Лидка пожала плечами:
– Ничего. Все спокойно. Если было бы ЧТО-ТО – я бы учуяла.
– Игры? Товарищи?
– Не шпионить же мне за ним…
– Телефонные звонки?
Лидка растерялась:
– Звонки?
– Да. Приходишь – и спрашивай вроде невзначай: «Никто не звонил?» И наблюдай реакцию…
– Ты думаешь, его достают по телефону?!
– Ничего не думаю. Просто предполагаю… Детектив – не совсем мой жанр. Но кое-какие элементарные вещи я же должен придумывать?
Лидка помедлила.

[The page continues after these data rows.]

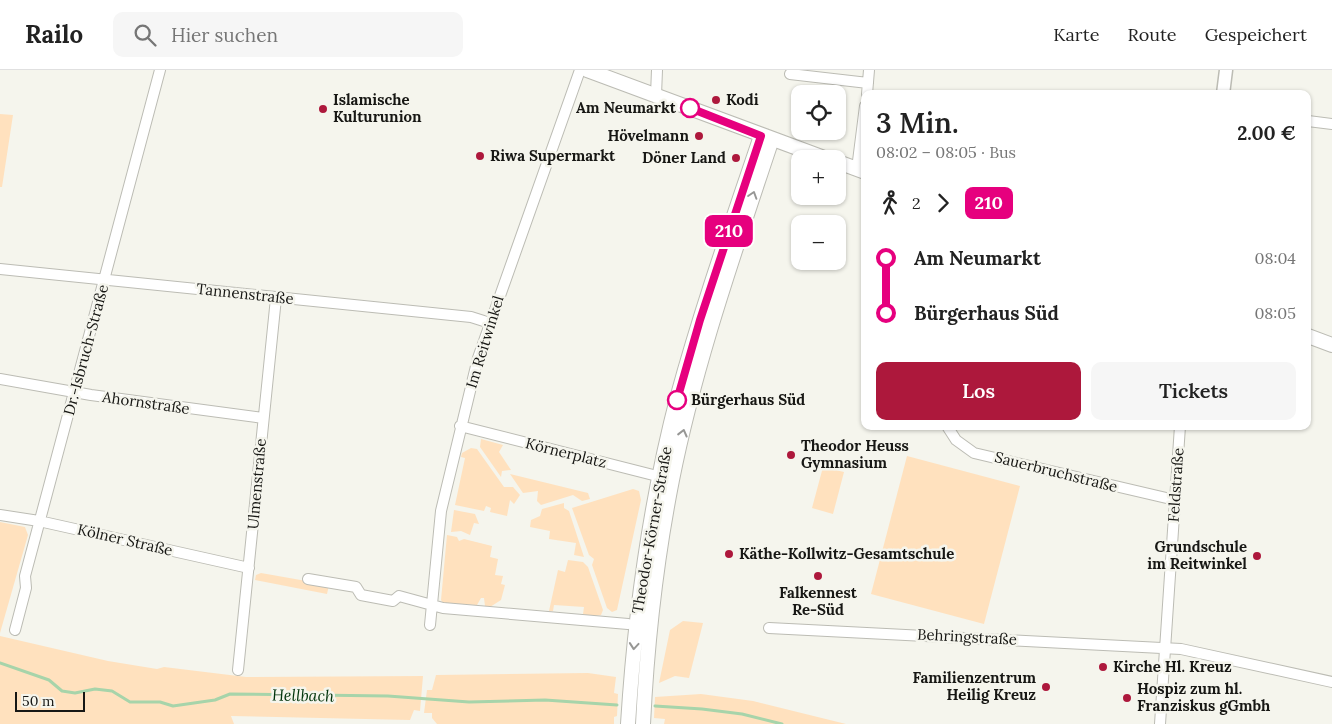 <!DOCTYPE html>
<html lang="de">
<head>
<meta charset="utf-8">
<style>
	body { margin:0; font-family:Lora,serif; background:#f6f6f6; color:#222; height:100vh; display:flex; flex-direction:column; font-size:19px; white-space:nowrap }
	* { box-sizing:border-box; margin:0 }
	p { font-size:16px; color:#767676 }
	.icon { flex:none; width:28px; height:28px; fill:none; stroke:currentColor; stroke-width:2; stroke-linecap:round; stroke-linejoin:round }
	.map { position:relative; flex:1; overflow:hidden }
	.drawer { position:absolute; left:861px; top:20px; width:450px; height:340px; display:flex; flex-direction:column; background:#fff; border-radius:10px; box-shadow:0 1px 4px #0004 }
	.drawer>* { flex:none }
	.badge { padding:0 10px; border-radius:8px; font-size:18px; line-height:32px }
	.fabs { position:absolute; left:791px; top:15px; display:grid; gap:10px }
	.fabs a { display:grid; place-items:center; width:55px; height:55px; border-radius:10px; background:#fff; box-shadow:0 1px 4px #0004; font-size:25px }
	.scale { position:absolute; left:15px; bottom:12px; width:70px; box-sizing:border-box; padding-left:5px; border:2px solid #171714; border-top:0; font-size:14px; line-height:18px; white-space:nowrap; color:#171714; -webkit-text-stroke:4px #f5f5ed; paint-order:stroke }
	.map>.badge { position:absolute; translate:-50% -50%; box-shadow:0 0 0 2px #fff }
	.legs { display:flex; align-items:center; gap:8px; height:55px; padding:0 15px; font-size:16px }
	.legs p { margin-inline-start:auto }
	.summary { display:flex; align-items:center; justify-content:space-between; height:85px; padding:0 15px }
	h1 { font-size:28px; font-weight:600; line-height:38px }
	.action { display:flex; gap:10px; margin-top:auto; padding:10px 15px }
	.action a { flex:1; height:58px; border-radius:10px; background:#ad183c; color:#fff; font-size:20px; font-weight:600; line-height:58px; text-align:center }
	.action a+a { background:#f6f6f6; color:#222 }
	ul { padding:0 15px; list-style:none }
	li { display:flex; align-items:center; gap:18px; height:55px; font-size:19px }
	li i { display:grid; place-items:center; width:8px; height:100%; margin:0 6px; background:currentColor }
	li i::after { content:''; width:12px; height:12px; margin:-6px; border:4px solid; border-radius:50%; background:#fff }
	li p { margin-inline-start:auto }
	li:first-child i { background:linear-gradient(#0000 50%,currentColor 0) }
	li:last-child i { background:linear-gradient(currentColor 50%,#0000 0) }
	header { display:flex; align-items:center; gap:30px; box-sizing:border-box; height:70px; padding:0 25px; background:#fff; border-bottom:1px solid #e0e0e0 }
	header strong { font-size:24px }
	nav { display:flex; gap:28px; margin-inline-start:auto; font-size:18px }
	.search { width:350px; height:45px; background:#f6f6f6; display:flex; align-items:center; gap:12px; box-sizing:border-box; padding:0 18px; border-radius:10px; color:#767676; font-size:19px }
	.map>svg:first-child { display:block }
	.green { fill:#ffe1be }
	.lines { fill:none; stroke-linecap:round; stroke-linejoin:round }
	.stream { stroke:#a7d4aa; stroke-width:3 }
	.minor-casing { stroke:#bcbcb4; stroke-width:12 }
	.tertiary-casing { stroke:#bcbcb4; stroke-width:15 }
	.secondary-casing { stroke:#bcbcb4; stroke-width:16 }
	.minor { stroke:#fff; stroke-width:10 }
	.tertiary { stroke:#fff; stroke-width:12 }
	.secondary { stroke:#fff; stroke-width:14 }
	.oneway { stroke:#979795 }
	.line-1-casing { stroke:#fff; stroke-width:11 }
	.line-1 { stroke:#e6007e; stroke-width:8 }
	.poi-dot { fill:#ad183c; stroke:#f5f5ed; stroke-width:2 }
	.stop-1-dot { fill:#fff; stroke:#e6007e; stroke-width:2.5 }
	.labels { text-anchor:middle; stroke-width:5; stroke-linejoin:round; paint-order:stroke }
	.poi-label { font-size:15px; font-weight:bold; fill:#171714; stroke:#f5f5ed; text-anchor:start }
	.stop-label { font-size:15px; font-weight:bold; fill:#171714; stroke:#f5f5ed; text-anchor:end }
	.street-label { font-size:15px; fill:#171714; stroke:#f5f5ed }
	.water-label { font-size:16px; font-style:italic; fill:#00330b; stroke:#f5f5ed }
</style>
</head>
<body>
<header>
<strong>Railo</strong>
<div class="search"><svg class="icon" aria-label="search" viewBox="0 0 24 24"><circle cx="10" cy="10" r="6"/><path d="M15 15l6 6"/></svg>Hier suchen</div>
<nav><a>Karte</a><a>Route</a><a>Gespeichert</a></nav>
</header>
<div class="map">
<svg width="1332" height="654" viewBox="0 0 1332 654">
	<rect width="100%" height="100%" fill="#f5f5ed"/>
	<path class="green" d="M0,44L13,45L2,117H0Z
		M481,369L503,375L499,382L511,400L502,401L501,407L480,377Z
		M471,378L477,379L504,417H513L520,425L514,434L510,430L507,446L490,442L491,438L486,436L484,441L455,435L465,388L461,387L462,383Z
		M907,386L1020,416L984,554L871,524Z
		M823,397L844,402L833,444L812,438Z
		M510,404L588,423L590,429L582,431L573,425L541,435L537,431L538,421L523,423Z
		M633,419L639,421L641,430L617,540L612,542L607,538L592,495L594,489L589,485L572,438Z
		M564,433V438L569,441L584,487L574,485L576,473L549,469L550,461L530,457L531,450L540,446L542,439Z
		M454,440L475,444L479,454L474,453L470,465L461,461L451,462Z
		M0,452L25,457L28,465L0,563Z
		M447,465L457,467L459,471L464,469L492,476L490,487L498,489L495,505L503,506L501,514L505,515L501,530L490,537L485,536L484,528H481L477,535L443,533L441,530Z
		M568,490L583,492L588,497L603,540L601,545L591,547L583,544L584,537L554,535L553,541H549L558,500L565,502Z
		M261,503L329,515L327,524L255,510L256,505Z
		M683,551L703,553L689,608L675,606L659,613L670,560Z
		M0,566L108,591L157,599L164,597L246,607L423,606L420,641L414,640L410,650L231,646L234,654H0Z
		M588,603L616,607L614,623L618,624L617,646L614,647V654H437L432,648V643H424L427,620H432L436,605Z
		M701,624L753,631L846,654H664L665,649L654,648L655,627Z"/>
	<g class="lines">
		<path class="stream" d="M0,593L49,610L62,621L75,623L95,619L112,621L130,632H160L173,636L215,630L230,624L388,626L469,632L545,630L617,635
			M655,636L702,639L742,644L782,654"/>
		<g class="minor-casing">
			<path id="minor" d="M790,4L868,13
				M867,24L869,0
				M656,25L657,0
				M1308,51L1332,54
				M857,99L865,36
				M0,199L471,247L490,253
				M0,309L91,325L263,348
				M460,356L665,408
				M947,356L956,370L974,383L1175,430
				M0,445L39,451L249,498
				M308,509L356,517L361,525L393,531L399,526L443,538L628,554
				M430,555L441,441L478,288L580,0
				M769,558L1181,579L1332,612
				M15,560L26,518L25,506L160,0
				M238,600L276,228
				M1160,654L1180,356"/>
		</g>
		<g class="tertiary-casing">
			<path id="tertiary" d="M1223,24L1226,0"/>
		</g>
		<g class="secondary-casing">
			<path id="secondary" d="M587,0L827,89
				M838,92L865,102
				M1308,266L1332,275
				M628,654C635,543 650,432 678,325C702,237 732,152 761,66
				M643,654C647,572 656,491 672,410C695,294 735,181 772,69"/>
		</g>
		<use href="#minor" class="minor"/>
		<use href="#tertiary" class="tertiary"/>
		<use href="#secondary" class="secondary"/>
	</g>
	<defs><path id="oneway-chevron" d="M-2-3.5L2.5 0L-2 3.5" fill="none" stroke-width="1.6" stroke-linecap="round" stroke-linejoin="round" transform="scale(1.25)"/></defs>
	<g class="oneway">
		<use href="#oneway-chevron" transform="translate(753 125) rotate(-72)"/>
		<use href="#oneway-chevron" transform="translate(683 363) rotate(-76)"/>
		<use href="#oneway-chevron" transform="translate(634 576) rotate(95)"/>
	</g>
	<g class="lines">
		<g class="line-1-casing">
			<path id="line-1" d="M677,330L700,250L761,66L690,38"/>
		</g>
		<use href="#line-1" class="line-1"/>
	</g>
	<g class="poi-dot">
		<circle cx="716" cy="30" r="5"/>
		<circle cx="323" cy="39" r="5"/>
		<circle cx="699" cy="66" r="5"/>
		<circle cx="480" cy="86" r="5"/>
		<circle cx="736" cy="88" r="5"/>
		<circle cx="791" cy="385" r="5"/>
		<circle cx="729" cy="484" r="5"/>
		<circle cx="1257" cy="486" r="5"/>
		<circle cx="818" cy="506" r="5"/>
		<circle cx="1103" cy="597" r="5"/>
		<circle cx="1046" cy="617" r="5"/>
		<circle cx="1127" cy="628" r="5"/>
	</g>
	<g class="stop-1-dot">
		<circle cx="690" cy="38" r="9"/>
		<circle cx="677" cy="330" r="9"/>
	</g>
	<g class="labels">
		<g class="poi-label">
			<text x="333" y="35">Islamische<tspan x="333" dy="17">Kulturunion</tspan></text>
			<text x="726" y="35">Kodi</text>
			<text x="689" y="71" text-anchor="end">Hövelmann</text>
			<text x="490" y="91">Riwa Supermarkt</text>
			<text x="726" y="93" text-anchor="end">Döner Land</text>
			<text x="801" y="381">Theodor Heuss<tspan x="801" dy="17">Gymnasium</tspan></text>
			<text x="1247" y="482" text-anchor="end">Grundschule<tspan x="1247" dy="17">im Reitwinkel</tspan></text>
			<text x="739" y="489">Käthe-Kollwitz-Gesamtschule</text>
			<text x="818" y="528" text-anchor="middle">Falkennest<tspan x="818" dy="17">Re-Süd</tspan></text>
			<text x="1113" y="602">Kirche Hl. Kreuz</text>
			<text x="1036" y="613" text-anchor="end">Familienzentrum<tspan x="1036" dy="17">Heilig Kreuz</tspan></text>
			<text x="1137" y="624">Hospiz zum hl.<tspan x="1137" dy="17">Franziskus gGmbh</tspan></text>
		</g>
		<g class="stop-label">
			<text x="676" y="43">Am Neumarkt</text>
			<text x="691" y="335" text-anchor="start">Bürgerhaus Süd</text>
		</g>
		<g class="street-label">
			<text transform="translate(245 224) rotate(6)" y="5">Tannenstraße</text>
			<text transform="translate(485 272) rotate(-73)" y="5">Im Reitwinkel</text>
			<text transform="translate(86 280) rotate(-75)" y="5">Dr.-Isbruch-Straße</text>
			<text transform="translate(146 333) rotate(8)" y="5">Ahornstraße</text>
			<text transform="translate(566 383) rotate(14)" y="5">Körnerplatz</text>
			<text transform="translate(1056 402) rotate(14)" y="5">Sauerbruchstraße</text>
			<text transform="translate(257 414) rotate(-85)" y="5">Ulmenstraße</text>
			<text transform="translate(1176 415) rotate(-86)" y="5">Feldstraße</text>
			<text transform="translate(652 460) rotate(-80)" y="5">Theodor-Körner-Straße</text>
			<text transform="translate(125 470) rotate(13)" y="5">Kölner Straße</text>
			<text transform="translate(967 567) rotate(3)" y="5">Behringstraße</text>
		</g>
		<g class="water-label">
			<text transform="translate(303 625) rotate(1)" y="6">Hellbach</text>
		</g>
	</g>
</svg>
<div class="fabs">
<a><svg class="icon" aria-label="locate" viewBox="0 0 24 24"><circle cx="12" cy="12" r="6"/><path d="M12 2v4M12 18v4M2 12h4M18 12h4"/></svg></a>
<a>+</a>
<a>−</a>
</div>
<div class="scale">50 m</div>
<b class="badge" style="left:729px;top:161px;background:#e6007e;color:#fff">210</b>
<section class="drawer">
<div class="summary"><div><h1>3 Min.</h1><p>08:02 – 08:05 · Bus</p></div><b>2.00 €</b></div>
<div class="legs"><svg class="icon" aria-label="walk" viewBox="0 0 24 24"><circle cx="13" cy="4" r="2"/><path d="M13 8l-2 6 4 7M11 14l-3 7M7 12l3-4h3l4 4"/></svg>2<svg class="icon" aria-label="forward" viewBox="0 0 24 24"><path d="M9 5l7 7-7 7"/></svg><b class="badge" style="background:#e6007e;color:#fff">210</b></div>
<ul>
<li><i style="color:#e6007e"></i><b>Am Neumarkt</b><p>08:04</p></li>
<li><i style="color:#e6007e"></i><b>Bürgerhaus Süd</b><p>08:05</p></li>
</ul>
<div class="action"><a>Los</a><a>Tickets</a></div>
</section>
</div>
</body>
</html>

Предложила, пряча глаза:
– Виталик, может быть, ты с ним поговоришь?
– Получится, что ты мне на него настучала, – заметил Беликов.
Лидка сдержала себя, хотя курица, глупая наседка, опять взметнулась и захлопала крыльями.
– Не бери в голову, – мягко посоветовал Беликов. – Может быть, само рассосется. Подожди…
Целую неделю Лидка верила, что Беликов оказался прав. Андрей, кажется, повеселел и вернулся к жизни.
Лидка тихо радовалась семь дней, до следующей пятницы.
В пятницу среди извлеченной из ящика свежей почты обнаружилась странная газета. «Пикант». Такой бульварщины они с Андреем сроду не выписывали…
И она совсем уже собралась положить чужую газету на крышку ящика – кому надо, тот найдет, – когда глаза ее наткнулись на собственную фамилию среди анонсов-заголовков.
Она отодвинула газету подальше от глаз. Проклятая дальнозоркость.